Task prompt: Give the data again, word for word.

Stored data
◆ ◆ ◆ ◆ ◆

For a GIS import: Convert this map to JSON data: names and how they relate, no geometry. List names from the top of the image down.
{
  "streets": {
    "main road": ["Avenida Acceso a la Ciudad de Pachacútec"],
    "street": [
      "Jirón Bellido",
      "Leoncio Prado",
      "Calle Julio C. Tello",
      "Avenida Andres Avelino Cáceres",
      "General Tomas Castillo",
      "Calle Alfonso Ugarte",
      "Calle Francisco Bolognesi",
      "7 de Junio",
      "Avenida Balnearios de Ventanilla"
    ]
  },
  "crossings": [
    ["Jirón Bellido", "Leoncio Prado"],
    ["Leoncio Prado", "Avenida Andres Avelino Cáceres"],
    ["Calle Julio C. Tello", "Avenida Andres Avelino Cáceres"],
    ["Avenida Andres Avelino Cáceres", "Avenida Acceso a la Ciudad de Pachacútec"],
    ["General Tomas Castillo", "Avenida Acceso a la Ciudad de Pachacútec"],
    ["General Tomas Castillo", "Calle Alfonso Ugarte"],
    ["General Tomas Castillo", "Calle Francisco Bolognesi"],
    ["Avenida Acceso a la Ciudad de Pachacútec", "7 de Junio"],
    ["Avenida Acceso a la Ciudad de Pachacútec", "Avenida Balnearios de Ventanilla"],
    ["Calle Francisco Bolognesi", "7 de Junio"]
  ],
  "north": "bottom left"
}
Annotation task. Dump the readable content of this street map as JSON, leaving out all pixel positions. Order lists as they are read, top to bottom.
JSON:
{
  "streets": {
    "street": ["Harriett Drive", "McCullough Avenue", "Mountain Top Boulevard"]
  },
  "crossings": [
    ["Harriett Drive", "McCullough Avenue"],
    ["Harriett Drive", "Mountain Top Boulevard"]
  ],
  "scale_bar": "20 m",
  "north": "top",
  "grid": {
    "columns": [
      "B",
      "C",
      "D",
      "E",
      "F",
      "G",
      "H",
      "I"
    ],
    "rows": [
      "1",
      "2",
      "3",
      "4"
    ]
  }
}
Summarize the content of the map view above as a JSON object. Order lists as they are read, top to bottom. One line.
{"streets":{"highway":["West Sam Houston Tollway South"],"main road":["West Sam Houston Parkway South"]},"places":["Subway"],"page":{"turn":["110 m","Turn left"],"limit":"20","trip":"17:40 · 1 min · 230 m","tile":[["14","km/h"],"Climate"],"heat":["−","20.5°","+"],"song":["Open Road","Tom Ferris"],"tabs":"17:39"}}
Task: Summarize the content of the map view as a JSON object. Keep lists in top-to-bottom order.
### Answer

◆ ◆ ◆ ◆ ◆

Exercise output:
For a GIS import: Convert this map to JSON data: names and how they relate, no geometry. List names from the top of the image down.
{
  "streets": {
    "main road": ["Avenida Acceso a la Ciudad de Pachacútec"],
    "street": [
      "Jirón Bellido",
      "Leoncio Prado",
      "Calle Julio C. Tello",
      "Avenida Andres Avelino Cáceres",
      "General Tomas Castillo",
      "Calle Alfonso Ugarte",
      "Calle Francisco Bolognesi",
      "7 de Junio",
      "Avenida Balnearios de Ventanilla"
    ]
  },
  "crossings": [
    ["Jirón Bellido", "Leoncio Prado"],
    ["Leoncio Prado", "Avenida Andres Avelino Cáceres"],
    ["Calle Julio C. Tello", "Avenida Andres Avelino Cáceres"],
    ["Avenida Andres Avelino Cáceres", "Avenida Acceso a la Ciudad de Pachacútec"],
    ["General Tomas Castillo", "Avenida Acceso a la Ciudad de Pachacútec"],
    ["General Tomas Castillo", "Calle Alfonso Ugarte"],
    ["General Tomas Castillo", "Calle Francisco Bolognesi"],
    ["Avenida Acceso a la Ciudad de Pachacútec", "7 de Junio"],
    ["Avenida Acceso a la Ciudad de Pachacútec", "Avenida Balnearios de Ventanilla"],
    ["Calle Francisco Bolognesi", "7 de Junio"]
  ],
  "north": "bottom left"
}
Annotation task. Dump the readable content of this street map as JSON, leaving out all pixel positions. Order lists as they are read, top to bottom.
JSON:
{
  "streets": {
    "street": ["Harriett Drive", "McCullough Avenue", "Mountain Top Boulevard"]
  },
  "crossings": [
    ["Harriett Drive", "McCullough Avenue"],
    ["Harriett Drive", "Mountain Top Boulevard"]
  ],
  "scale_bar": "20 m",
  "north": "top",
  "grid": {
    "columns": [
      "B",
      "C",
      "D",
      "E",
      "F",
      "G",
      "H",
      "I"
    ],
    "rows": [
      "1",
      "2",
      "3",
      "4"
    ]
  }
}
Summarize the content of the map view above as a JSON object. Order lists as they are read, top to bottom. One line.
{"streets":{"highway":["West Sam Houston Tollway South"],"main road":["West Sam Houston Parkway South"]},"places":["Subway"],"page":{"turn":["110 m","Turn left"],"limit":"20","trip":"17:40 · 1 min · 230 m","tile":[["14","km/h"],"Climate"],"heat":["−","20.5°","+"],"song":["Open Road","Tom Ferris"],"tabs":"17:39"}}
Task: Summarize the content of the map view as a JSON object. Keep lists in top-to-bottom order.
### Answer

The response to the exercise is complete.